Laissez-nous utiliser des données pour éliminer les craintes :

  • Un cycliste expérimenté (entraîné depuis plus de 2 ans) ne peut augmenter que 0,25 à 0,5 kg de muscle pur par mois dans les meilleures conditions.
  • Un entraînement de force de maintien de 1 à 2 fois par semaine ne cause pratiquement aucune hypertrophie musculaire visible.
  • La « prise de masse des jambes » que craignent la plupart des cyclistes ne se produit que avec un volume d’entraînement et une consommation nutritionnelle extrêmement élevés.

Les muscles fonctionnels sont un « bon » poids

L’augmentation de la masse musculaire est fondamentalement différente de l’augmentation de la masse grasse :

  • Les muscles contribuent directement à la puissance de sortie
  • Les muscles consomment plus de calories au repos (augmentation du métabolisme de base)
  • Les muscles offrent une protection articulaire et un soutien postural
  • L’augmentation de puissance apportée par 1 kg de muscle fonctionnel dépasse largement le coût énergétique d’une augmentation de 1 kg de poids corporel lors d’une montée en côte

Exemple d’entraînement hebdomadaire (hors saison)

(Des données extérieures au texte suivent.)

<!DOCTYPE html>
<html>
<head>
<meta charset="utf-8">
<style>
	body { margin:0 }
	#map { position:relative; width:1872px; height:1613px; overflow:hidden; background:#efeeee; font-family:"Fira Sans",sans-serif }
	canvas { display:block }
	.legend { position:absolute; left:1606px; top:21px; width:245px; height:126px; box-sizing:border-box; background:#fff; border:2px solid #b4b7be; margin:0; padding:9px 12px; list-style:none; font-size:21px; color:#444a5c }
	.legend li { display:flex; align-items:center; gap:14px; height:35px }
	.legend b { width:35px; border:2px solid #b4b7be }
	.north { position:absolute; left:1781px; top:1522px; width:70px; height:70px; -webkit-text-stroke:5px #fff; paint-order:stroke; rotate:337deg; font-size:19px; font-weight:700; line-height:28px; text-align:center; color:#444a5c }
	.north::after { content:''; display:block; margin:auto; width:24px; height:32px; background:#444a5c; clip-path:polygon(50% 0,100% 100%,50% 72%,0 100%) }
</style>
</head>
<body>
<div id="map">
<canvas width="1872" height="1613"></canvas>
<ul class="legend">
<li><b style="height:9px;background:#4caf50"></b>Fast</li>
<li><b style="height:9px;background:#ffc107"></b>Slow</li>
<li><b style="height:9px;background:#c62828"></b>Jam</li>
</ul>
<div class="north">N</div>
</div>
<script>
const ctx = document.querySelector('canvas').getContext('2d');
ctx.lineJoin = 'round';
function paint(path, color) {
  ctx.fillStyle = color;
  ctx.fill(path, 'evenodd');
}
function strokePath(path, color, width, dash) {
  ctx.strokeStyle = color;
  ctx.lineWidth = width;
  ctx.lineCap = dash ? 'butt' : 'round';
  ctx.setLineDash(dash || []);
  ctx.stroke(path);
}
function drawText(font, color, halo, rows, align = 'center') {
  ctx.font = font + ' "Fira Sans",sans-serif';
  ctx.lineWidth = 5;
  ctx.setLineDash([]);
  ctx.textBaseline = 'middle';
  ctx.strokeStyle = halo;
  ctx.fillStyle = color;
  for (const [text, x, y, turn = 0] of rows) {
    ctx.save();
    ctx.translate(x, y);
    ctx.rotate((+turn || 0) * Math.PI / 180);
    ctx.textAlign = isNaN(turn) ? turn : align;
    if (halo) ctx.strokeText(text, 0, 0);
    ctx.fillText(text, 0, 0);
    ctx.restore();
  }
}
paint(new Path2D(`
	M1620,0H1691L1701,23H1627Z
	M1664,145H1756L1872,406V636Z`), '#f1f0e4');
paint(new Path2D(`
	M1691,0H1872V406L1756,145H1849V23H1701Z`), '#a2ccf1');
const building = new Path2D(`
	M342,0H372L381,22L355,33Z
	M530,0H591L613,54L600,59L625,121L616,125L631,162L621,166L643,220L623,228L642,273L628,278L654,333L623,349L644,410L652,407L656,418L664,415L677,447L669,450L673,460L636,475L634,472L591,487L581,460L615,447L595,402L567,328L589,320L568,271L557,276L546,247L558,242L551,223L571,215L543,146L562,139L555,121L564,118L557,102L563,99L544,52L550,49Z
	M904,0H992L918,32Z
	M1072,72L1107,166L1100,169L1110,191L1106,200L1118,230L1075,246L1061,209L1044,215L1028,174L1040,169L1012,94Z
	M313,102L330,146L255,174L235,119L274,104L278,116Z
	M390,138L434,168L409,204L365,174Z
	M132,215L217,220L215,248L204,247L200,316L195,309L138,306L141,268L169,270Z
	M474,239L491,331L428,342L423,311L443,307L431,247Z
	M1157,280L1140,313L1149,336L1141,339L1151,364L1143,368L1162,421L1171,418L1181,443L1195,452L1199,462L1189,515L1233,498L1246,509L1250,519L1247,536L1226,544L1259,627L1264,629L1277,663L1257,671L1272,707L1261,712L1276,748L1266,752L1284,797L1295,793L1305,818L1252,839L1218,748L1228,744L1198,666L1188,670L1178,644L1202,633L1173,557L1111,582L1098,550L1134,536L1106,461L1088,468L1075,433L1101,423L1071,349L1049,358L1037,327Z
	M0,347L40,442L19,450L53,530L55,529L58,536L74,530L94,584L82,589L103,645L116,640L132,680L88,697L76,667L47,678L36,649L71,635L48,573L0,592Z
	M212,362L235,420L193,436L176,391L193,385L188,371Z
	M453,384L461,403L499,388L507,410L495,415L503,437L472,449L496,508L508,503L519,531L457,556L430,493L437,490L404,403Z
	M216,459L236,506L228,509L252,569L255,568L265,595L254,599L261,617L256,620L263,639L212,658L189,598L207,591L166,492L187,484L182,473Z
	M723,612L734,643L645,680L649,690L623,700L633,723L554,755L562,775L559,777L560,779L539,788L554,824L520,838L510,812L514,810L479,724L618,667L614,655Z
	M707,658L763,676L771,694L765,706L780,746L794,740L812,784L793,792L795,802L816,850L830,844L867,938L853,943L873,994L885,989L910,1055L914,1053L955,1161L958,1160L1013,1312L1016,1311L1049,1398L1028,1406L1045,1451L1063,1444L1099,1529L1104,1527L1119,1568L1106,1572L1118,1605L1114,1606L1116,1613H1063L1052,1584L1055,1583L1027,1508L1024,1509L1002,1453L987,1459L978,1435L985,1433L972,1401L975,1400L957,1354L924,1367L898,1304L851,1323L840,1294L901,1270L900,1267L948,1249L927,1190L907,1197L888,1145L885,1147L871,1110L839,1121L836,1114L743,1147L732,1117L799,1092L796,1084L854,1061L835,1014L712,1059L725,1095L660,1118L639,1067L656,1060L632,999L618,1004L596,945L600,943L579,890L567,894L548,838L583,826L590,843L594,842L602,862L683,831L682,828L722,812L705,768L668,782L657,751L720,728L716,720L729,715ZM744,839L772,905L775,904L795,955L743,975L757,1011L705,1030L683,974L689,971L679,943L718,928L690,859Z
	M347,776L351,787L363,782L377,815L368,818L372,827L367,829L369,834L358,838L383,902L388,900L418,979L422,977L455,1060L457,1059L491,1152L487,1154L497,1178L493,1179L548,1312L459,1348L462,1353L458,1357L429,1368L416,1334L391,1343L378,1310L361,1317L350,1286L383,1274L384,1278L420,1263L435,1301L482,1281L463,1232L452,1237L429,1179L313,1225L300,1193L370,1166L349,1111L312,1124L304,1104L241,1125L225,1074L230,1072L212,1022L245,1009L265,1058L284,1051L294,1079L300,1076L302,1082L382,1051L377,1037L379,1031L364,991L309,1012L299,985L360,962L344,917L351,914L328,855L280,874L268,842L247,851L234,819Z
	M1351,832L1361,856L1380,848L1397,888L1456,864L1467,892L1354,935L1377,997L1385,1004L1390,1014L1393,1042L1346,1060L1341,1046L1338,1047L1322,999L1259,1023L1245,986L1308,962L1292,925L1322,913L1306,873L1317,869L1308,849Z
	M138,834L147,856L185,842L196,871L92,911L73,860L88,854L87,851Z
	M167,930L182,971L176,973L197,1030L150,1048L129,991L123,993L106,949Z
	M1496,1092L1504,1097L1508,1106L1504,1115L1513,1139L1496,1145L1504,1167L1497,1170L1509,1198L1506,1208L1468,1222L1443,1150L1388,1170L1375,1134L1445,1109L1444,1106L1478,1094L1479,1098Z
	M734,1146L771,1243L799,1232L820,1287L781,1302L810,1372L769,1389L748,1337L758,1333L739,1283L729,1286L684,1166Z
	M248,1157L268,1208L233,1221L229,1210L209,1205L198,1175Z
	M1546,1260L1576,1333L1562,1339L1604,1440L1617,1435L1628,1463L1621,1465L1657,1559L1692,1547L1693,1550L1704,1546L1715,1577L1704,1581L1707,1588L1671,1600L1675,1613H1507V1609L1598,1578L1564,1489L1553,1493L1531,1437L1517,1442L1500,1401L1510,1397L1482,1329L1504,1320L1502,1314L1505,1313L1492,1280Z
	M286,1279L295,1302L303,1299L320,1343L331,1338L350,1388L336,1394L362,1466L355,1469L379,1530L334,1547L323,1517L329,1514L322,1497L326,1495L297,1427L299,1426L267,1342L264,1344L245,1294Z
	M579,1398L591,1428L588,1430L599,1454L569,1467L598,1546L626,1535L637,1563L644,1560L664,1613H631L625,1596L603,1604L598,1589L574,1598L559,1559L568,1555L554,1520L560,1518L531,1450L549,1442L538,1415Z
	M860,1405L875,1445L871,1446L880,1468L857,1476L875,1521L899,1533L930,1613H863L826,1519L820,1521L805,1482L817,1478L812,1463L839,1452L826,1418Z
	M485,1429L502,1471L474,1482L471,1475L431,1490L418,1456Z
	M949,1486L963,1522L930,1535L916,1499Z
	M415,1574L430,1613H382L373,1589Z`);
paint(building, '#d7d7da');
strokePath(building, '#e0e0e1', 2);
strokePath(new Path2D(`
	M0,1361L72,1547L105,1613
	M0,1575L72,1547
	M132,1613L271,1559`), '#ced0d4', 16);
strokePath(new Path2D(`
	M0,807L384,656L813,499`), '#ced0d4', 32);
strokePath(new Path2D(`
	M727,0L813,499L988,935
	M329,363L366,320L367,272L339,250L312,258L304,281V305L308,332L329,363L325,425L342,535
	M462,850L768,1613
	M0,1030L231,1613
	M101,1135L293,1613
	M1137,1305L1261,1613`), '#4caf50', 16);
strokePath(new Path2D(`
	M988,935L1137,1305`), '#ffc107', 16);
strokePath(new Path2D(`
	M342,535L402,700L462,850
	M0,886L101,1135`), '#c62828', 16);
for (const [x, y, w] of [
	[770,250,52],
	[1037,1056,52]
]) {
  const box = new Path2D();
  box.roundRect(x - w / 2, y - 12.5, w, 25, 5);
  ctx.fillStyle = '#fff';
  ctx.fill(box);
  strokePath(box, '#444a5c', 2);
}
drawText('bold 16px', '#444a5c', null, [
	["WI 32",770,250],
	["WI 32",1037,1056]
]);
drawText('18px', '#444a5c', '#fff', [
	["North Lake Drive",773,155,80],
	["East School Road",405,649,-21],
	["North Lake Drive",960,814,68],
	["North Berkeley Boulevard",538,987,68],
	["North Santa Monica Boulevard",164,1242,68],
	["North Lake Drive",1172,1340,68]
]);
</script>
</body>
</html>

Jour Contenu de l’entraînement
Lundi Entraînement de force A (squat principal) + 30 minutes de vélo de récupération
Mardi Vélo en endurance 90 minutes (Zone 2)
Mercredi Entraînement de force B (soulevé de terre principal) + 30 minutes de vélo de récupération
Jeudi Vélo en intervalles 60 minutes
Vendredi Repos complet ou yoga
Samedi Randonnée longue 2-3 heures
Dimanche Entraînement de force C (principal sur une jambe) ou repos complet

Conclusion

L’entraînement de force n’est pas l’ennemi du cyclisme, mais votre allié le plus sous-estimé. Il ne vous transformera pas en culturiste, mais vous rendra plus fort, plus endurant et moins sujet aux blessures.

À partir d’aujourd’hui, consacrez deux heures par semaine à quitter le vélo pour entrer dans la salle de musculation. Vous vous remercerez dans six mois d’avoir pris cette décision aujourd’hui.